Adaptive Governance: The Dynamics of Atlantic Fisheries Management , D.G. Webster . MIT Press , 55 Hayward St., Cambridge, Massachusetts 02142 . November . 2008 . 391 pages. $27 . ISBN 978-0-262-73192-8 .

The rapid expansion of the fishing industry in the last century has raised major concerns over the long-term viability of many fish species. International fisheries organizations have failed to prevent the overfishing of many stocks but succeeded in curtailing harvests for some key fisheries. In Adaptive Governance, D.G. Webster proposes a new perspective to improve our understanding of both success and failure in international resource regimes. She develops a theoretical approach, the vulnerability response framework, which can increase the understanding of countries’ positions on the management of international fisheries based on linkages between domestic vulnerabilities and national policy positions. Vulnerability, mainly economic in this context, acts as an indicator for domestic susceptibility to the increasing competition associated with open access and related stock declines.

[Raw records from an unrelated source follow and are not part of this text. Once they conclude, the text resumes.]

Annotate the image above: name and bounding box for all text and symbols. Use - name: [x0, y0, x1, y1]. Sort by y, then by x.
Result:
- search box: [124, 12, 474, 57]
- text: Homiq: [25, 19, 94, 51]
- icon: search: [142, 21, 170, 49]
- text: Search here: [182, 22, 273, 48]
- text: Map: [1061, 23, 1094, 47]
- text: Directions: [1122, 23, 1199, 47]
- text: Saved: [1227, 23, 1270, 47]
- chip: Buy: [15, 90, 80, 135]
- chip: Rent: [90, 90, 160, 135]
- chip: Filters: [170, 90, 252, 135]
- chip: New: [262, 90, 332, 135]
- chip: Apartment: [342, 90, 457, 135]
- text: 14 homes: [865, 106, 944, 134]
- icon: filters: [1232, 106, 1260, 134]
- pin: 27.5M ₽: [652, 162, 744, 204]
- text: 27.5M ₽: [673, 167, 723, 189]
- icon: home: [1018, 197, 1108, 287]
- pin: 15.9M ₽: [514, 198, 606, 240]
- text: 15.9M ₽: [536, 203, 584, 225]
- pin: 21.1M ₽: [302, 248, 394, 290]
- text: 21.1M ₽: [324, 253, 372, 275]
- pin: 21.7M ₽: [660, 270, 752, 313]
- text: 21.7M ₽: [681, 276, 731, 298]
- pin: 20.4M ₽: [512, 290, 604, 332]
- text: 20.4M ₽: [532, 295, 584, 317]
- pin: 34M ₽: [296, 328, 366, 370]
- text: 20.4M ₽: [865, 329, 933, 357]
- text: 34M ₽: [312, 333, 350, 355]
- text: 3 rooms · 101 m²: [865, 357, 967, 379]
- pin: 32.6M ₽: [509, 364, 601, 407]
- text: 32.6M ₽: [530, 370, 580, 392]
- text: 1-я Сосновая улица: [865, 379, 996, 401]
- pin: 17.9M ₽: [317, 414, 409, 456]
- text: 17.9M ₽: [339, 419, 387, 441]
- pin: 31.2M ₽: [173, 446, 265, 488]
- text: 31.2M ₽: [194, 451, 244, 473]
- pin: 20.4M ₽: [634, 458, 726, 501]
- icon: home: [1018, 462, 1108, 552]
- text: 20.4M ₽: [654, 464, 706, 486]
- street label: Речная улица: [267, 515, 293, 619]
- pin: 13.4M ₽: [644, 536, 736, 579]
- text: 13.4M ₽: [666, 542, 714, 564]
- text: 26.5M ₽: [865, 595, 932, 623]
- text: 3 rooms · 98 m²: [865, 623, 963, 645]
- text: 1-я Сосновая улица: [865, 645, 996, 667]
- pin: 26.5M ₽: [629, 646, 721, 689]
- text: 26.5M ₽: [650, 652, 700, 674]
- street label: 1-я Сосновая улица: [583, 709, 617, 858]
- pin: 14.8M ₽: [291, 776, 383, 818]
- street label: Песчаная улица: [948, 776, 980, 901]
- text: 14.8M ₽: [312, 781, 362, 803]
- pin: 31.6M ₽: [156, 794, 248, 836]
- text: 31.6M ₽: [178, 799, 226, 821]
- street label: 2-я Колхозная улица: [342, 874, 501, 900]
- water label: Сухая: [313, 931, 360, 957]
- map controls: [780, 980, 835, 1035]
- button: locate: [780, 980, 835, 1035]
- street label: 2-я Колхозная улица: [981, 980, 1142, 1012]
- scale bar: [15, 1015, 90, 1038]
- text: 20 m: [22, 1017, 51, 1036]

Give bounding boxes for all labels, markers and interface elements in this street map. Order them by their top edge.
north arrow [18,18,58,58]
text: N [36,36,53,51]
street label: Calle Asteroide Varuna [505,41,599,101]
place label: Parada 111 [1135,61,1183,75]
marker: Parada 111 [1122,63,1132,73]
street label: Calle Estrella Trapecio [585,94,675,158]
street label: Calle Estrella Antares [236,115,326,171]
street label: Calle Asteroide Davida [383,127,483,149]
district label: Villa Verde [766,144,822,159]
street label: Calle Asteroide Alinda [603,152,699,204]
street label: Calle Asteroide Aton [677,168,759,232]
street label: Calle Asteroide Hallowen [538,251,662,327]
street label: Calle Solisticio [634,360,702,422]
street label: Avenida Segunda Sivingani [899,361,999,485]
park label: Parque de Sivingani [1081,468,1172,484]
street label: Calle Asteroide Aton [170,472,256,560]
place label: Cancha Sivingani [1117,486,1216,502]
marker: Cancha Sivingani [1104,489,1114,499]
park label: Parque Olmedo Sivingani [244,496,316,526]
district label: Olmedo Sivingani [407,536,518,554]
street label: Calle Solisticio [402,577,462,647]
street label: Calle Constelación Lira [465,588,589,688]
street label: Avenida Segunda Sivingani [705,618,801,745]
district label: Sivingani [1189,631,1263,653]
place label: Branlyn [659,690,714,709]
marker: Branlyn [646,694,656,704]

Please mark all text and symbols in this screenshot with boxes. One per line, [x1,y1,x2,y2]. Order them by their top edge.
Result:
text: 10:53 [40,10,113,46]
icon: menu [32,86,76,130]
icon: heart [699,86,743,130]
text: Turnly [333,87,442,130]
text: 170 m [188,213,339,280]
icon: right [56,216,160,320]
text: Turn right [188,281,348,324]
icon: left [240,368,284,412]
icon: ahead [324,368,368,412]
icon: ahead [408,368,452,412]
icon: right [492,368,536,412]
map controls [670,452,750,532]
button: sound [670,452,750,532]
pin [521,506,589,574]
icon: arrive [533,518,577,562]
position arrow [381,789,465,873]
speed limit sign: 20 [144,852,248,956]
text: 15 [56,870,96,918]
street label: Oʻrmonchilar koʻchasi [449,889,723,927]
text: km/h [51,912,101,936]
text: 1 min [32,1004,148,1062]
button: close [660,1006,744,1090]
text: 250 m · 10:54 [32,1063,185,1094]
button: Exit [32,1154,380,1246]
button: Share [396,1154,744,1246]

Because of this relationship, vulnerability can also be used to trace the trajectory of nations’ positions on fisheries management as they seek political alternatives to economic problems. Webster tests this framework by using it to predict national positions for eight cases drawn from the International Commission for the Conservation of Atlantic Tunas (ICCAT). These studies reveal that there is considerable variance in the management measure ICCAT has adopted – both between different species and in dealing with the same species over time – and that much of this variance can be traced to vulnerability response behavior. Little attention has been paid to the ways in which international regimes change over time. Webster’s innovative approach illuminates the pressures for change that are generated by economic competition and overexploitation in Atlantic fisheries. Her work also identifies patterns of adaptive governance, as national responses to such pressures culminate in patterns of change in international management.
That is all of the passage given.